关键词:  流式细胞仪  浮游植物  异养细菌  原生动物  病毒  色素  荧光染料
DOI:10.18307/2015.0501
分类号:
基金项目:国家自然科学基金项目(31270507,31070420)资助.
Application of flow cytometry to enumerate small plankton
LI Shengnan1,2, WANG Xiujuan1,2, ZHOU Jian1,2, KONG Fanxiang1, SHI Xiaoli1
1.State Key Laboratory of Lake Science and Environment, Nanjing Institute of Geography and Limnology, Chinese Academy of Sciences, Nanjing 210008, P. R. China;2.University of Chinese Academy of Sciences, Beijing 100049, P. R. China
Abstract:
The small plankton(cell size less than 20 μm) plays an important role in the circulation of materials and energy flow of the aquatic system. Accurate enumeration of these organisms is the basis for understanding their ecological role in various water bodies.

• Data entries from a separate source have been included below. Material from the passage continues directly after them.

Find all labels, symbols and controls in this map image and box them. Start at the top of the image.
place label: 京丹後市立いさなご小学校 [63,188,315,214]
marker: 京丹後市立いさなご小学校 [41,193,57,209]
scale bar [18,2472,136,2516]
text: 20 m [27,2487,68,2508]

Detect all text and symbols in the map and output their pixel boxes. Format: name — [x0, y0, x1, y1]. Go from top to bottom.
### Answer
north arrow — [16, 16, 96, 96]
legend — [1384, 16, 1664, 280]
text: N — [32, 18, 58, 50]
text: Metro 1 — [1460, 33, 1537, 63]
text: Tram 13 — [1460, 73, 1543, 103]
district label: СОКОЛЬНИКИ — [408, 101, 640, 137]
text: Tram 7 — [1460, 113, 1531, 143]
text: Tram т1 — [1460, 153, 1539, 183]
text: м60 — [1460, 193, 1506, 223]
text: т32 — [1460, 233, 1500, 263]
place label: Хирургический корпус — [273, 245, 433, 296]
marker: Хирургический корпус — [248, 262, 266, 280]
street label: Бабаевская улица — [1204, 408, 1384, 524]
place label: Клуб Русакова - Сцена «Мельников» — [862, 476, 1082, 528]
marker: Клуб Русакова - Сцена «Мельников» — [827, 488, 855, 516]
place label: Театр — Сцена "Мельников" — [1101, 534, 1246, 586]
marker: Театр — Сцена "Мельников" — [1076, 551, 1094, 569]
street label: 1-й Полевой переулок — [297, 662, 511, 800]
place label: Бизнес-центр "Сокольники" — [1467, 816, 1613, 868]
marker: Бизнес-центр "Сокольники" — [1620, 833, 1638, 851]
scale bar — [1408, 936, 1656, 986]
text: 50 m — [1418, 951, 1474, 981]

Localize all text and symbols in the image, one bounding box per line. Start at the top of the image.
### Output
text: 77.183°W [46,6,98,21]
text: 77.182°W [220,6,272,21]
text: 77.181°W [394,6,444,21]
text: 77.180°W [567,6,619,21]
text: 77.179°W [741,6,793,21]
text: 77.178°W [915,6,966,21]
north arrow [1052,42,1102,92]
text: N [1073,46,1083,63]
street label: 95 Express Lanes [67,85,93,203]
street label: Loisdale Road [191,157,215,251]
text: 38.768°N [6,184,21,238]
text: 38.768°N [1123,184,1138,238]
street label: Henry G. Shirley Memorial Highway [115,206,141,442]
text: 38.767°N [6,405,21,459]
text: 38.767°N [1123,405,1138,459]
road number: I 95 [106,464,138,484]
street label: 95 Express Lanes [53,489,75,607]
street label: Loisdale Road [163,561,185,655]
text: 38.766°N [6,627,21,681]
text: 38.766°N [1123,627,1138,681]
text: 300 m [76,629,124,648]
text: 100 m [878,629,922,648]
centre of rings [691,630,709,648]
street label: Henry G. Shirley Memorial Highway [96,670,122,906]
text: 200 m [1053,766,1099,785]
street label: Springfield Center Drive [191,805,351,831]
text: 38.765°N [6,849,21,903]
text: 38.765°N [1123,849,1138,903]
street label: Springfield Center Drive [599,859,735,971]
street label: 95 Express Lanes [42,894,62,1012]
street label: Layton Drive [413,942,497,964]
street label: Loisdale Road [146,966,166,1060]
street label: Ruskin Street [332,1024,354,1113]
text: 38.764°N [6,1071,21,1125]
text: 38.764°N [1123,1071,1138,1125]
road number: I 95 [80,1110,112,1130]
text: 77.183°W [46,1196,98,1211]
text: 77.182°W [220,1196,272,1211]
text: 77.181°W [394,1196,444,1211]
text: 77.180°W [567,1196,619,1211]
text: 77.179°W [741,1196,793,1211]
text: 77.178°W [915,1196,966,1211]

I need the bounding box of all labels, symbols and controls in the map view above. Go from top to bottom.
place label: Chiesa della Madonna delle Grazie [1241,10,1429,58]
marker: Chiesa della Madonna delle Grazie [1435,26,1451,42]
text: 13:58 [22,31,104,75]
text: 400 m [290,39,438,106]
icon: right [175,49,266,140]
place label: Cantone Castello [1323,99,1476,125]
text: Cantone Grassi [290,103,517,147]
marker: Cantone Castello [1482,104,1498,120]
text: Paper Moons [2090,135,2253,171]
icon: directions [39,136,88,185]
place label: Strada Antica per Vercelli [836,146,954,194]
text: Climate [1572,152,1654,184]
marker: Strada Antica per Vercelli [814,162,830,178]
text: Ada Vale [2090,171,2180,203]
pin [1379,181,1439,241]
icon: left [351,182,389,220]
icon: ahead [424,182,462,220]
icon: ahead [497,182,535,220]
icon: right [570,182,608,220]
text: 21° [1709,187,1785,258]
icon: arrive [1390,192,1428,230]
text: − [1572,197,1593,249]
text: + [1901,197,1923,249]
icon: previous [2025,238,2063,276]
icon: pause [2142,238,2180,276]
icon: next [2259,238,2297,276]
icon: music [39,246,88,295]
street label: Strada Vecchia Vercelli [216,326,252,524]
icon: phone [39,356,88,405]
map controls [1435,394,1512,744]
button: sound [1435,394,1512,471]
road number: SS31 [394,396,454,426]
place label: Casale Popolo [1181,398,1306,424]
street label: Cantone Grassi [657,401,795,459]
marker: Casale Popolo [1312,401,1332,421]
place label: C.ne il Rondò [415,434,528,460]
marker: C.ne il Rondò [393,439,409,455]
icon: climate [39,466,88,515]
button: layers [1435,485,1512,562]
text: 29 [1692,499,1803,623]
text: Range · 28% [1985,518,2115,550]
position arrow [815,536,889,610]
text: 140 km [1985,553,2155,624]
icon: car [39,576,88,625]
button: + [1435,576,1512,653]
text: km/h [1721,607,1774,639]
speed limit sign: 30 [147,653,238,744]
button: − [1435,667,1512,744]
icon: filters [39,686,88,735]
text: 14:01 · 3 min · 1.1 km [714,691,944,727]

In comparison with microscopy observation, flow cytometry analysis is much more advantageous in terms of speed, sensitivity and accuracy. Moreover, multiple parameters of a single cell could be measured simultaneously using flow cytometry. The protocol to enumerate plankton depends on the type of plankton. Discrimination of several major groups of phytoplankton is mainly based on the differences in the fluorescence properties of their photosynthetic pigments. While for the heterotrophic bacteria, protozoan and viruses, a combination of exogenous fluorochromes staining on cell components(mainly nucleic acids) is required to better characterize different cell groups. Now flow cytometry has become a routine methodology for detecting density of the autotrophic phytoplankton and heterotrophic bacterioplankton. However, it has been only used in quantification of protozoan and viruses in the recent 10 years, for those applications which are much more difficult and complicated for the larger cell size and less abundant densities of protozoan and much smaller cell size(even smaller than the wavelength of the laser light used) of viruses compared to bacterioplankton and small phytoplankton. The different principles and protocols used to discriminate autotrophic phytoplankton, heterotrophic bacteria, protozoan and viruses through flow cytometry were reviewed in detail, and future applications of flow cytometry in aquatic microbiology were also prospected.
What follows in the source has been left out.